Saved data entries:

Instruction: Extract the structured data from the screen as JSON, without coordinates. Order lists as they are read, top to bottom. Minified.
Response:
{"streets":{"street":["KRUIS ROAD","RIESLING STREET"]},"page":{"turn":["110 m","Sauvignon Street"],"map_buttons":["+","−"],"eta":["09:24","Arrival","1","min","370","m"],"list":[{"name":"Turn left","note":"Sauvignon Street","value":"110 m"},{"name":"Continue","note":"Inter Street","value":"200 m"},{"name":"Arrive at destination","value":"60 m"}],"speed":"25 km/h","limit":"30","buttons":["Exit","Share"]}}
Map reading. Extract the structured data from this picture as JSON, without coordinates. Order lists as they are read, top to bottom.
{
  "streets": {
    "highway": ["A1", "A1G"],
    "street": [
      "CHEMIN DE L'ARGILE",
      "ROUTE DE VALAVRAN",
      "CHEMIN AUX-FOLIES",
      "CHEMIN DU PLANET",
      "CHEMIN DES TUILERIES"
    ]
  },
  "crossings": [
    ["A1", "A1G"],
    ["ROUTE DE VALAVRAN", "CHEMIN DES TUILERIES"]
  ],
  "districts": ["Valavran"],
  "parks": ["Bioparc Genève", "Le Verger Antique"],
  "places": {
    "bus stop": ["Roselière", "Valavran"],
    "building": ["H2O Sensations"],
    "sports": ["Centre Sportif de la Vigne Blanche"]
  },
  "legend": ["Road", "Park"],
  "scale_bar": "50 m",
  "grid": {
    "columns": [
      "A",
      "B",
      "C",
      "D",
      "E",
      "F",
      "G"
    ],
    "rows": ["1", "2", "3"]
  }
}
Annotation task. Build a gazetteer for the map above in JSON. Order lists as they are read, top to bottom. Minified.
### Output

**Your instructions**
Where does the word "Minified" appear in the records? Copy every line that holds it.

**Written response**
Instruction: Extract the structured data from the screen as JSON, without coordinates. Order lists as they are read, top to bottom. Minified.
Annotation task. Build a gazetteer for the map above in JSON. Order lists as they are read, top to bottom. Minified.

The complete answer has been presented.